- Directed by: Jasmin Mozaffari
- Written by: Jasmin Mozaffari
- Produced by: Priscilla Galvez Caitlin Grabham
- Starring: Behtash Fazlali
- Cinematography: Farhad Ghaderi
- Edited by: Alexander Farah
- Production companies: Prowler Film Silent Tower Fela
- Release date: September 12, 2023 (TIFF);
- Running time: 24 minutes
- Country: Canada
- Languages: English Persian

= Motherland (2023 Canadian film) =

2023 Canadian short film directed by Jasmin Mozaffari

Motherland is a 2023 Canadian short drama film, written and directed by Jasmin Mozaffari. The film stars Behtash Fazlali as Babak, an Iranian immigrant to the United States during the Iran hostage crisis in the 1970s, who must confront anti-Iranian prejudice when he meets his girlfriend's parents for the first time.

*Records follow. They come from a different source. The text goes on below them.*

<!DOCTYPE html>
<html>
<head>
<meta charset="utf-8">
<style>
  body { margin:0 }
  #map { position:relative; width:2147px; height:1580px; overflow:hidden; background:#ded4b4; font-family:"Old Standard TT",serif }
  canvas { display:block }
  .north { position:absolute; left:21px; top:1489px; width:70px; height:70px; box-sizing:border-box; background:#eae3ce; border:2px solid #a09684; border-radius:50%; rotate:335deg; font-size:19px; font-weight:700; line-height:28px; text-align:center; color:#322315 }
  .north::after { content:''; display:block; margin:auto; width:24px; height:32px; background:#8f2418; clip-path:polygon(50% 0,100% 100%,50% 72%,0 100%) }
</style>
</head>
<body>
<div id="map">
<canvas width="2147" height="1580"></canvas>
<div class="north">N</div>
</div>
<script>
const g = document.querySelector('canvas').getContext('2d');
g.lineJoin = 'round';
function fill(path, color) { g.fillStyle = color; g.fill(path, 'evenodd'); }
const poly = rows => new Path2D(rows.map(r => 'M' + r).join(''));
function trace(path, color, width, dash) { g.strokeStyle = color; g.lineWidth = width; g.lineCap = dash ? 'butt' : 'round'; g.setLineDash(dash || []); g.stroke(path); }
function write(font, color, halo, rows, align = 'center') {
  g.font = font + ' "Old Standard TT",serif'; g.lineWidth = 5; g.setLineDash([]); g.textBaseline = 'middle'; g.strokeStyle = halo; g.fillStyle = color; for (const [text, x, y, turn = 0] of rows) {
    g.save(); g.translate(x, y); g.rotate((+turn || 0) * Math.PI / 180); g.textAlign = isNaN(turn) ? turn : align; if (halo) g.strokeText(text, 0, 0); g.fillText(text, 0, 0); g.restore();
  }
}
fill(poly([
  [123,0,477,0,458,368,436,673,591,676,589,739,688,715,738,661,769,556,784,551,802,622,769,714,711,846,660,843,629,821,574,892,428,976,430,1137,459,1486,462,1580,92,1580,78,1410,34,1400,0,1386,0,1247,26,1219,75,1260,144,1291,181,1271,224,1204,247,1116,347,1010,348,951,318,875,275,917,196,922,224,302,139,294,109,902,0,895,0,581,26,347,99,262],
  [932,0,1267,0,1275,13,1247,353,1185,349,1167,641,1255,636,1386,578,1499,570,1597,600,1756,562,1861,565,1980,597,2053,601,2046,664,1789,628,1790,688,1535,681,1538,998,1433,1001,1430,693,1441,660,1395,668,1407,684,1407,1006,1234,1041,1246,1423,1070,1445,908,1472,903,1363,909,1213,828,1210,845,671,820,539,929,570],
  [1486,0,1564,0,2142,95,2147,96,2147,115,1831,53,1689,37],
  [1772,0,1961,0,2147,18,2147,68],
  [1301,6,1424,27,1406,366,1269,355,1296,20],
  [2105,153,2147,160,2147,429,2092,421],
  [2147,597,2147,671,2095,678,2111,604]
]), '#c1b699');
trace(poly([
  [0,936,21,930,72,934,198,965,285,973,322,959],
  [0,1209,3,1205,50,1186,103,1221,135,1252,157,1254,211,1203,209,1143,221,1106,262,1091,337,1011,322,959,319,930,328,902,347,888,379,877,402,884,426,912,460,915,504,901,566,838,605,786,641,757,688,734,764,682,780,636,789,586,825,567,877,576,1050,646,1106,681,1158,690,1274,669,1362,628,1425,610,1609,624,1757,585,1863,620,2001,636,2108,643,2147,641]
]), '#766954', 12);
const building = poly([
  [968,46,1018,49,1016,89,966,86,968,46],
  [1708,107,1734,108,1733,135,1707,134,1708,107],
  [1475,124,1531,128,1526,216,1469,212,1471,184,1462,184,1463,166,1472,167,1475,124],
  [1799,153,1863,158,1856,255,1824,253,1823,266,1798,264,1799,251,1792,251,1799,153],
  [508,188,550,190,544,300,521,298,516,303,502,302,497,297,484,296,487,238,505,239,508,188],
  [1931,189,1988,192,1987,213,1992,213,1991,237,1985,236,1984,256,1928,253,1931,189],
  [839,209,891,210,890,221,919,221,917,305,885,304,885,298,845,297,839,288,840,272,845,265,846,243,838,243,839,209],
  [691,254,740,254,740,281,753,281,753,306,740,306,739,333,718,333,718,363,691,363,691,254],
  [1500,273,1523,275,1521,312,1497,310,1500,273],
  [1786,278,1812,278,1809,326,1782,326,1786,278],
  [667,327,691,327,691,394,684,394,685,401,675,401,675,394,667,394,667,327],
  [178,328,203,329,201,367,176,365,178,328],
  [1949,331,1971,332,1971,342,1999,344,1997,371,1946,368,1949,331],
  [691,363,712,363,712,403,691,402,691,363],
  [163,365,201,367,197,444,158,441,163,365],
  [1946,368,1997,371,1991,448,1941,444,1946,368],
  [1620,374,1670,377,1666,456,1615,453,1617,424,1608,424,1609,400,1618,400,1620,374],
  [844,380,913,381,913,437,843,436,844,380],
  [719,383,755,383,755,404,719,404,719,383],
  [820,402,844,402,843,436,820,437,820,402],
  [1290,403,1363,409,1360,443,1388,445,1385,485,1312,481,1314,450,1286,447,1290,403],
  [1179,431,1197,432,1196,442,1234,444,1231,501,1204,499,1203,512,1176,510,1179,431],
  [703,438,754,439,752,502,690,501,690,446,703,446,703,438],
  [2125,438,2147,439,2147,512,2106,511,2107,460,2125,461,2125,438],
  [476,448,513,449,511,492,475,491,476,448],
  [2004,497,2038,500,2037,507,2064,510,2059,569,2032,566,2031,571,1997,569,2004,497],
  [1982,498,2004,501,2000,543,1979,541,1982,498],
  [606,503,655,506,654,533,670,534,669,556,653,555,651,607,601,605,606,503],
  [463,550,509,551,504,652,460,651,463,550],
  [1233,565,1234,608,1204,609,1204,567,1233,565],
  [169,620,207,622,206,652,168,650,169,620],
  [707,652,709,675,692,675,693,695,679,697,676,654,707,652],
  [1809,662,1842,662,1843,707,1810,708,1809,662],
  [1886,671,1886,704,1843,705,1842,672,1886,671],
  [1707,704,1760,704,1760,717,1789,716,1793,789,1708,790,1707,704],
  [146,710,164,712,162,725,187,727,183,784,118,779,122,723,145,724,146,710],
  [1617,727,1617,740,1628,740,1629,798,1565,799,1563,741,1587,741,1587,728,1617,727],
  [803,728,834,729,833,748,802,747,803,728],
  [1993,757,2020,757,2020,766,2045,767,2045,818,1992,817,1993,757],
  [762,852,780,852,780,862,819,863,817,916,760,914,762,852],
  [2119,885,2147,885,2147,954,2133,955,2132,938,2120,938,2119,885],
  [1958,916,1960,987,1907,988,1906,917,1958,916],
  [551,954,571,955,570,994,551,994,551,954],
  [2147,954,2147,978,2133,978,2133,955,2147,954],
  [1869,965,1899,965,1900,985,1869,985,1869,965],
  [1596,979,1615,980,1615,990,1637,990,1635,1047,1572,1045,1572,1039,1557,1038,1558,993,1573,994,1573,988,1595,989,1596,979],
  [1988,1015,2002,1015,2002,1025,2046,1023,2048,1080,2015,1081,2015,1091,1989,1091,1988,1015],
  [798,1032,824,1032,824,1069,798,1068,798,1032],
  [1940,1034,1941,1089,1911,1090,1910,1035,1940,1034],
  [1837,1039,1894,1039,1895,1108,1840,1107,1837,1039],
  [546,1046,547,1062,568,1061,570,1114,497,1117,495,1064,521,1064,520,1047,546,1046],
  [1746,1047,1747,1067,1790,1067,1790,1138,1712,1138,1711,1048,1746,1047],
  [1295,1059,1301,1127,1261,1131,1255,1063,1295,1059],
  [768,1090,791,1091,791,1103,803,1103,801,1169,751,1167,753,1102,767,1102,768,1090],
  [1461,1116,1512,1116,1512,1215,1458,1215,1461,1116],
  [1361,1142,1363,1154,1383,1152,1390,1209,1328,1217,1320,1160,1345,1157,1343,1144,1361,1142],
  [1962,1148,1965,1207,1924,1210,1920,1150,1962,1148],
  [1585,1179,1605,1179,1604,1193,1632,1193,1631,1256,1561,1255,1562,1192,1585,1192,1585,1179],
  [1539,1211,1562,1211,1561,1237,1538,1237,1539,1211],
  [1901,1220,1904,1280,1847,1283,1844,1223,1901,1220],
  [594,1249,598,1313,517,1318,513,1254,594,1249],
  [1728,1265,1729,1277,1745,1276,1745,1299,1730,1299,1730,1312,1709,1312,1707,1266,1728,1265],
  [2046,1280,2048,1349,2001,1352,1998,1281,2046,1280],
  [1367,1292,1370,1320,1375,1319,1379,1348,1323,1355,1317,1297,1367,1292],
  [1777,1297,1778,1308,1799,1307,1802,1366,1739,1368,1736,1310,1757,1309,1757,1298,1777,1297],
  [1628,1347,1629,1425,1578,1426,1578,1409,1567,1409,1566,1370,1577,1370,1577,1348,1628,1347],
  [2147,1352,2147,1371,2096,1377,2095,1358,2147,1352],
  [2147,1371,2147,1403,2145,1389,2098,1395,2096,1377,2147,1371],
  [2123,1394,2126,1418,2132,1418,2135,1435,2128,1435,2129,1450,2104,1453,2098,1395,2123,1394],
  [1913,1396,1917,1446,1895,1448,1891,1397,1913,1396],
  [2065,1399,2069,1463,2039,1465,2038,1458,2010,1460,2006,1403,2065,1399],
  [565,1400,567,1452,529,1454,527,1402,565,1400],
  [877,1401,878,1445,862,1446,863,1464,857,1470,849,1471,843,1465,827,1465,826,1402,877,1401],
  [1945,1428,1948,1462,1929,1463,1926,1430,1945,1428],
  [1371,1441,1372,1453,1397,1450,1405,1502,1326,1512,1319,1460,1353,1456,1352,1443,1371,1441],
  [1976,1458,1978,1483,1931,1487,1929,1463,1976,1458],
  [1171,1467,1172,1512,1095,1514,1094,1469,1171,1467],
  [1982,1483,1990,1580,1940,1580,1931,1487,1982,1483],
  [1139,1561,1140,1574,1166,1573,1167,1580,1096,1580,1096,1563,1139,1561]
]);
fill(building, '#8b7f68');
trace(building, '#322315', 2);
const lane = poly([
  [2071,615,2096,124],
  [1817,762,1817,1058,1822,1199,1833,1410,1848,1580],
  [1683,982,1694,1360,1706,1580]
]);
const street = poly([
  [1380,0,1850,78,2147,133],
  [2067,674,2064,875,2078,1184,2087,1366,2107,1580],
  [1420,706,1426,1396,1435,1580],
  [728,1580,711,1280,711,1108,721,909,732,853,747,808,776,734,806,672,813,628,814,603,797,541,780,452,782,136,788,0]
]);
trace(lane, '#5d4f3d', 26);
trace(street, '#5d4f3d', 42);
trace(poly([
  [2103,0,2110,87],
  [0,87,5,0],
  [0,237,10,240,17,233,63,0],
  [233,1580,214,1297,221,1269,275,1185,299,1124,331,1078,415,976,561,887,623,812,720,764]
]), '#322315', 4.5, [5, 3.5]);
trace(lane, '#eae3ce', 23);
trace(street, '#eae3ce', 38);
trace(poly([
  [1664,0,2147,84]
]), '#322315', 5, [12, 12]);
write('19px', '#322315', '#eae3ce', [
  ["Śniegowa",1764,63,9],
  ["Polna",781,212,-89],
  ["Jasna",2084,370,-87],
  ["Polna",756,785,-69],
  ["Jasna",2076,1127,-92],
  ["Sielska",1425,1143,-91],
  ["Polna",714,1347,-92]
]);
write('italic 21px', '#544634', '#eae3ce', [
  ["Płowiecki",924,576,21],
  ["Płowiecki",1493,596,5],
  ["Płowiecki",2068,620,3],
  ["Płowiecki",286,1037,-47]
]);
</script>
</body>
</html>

The cast also includes Oriana Leman, John Ralston, Niaz Salimi, Birgitte Solem, Kevin Owen Clarke, Piret Jõgeda and Kiera Osborne.

The film screened in the Short Cuts program at the 2023 Toronto International Film Festival, where it was the winner of the Best Canadian Short Film award.

The film was later named to TIFF's annual Canada's Top Ten list for 2023. The film won the Canadian Screen Award for Best Live Action Short Drama, and Fazlali won the award for Best Performance in a Live Action Short Drama, at the 12th Canadian Screen Awards in 2024.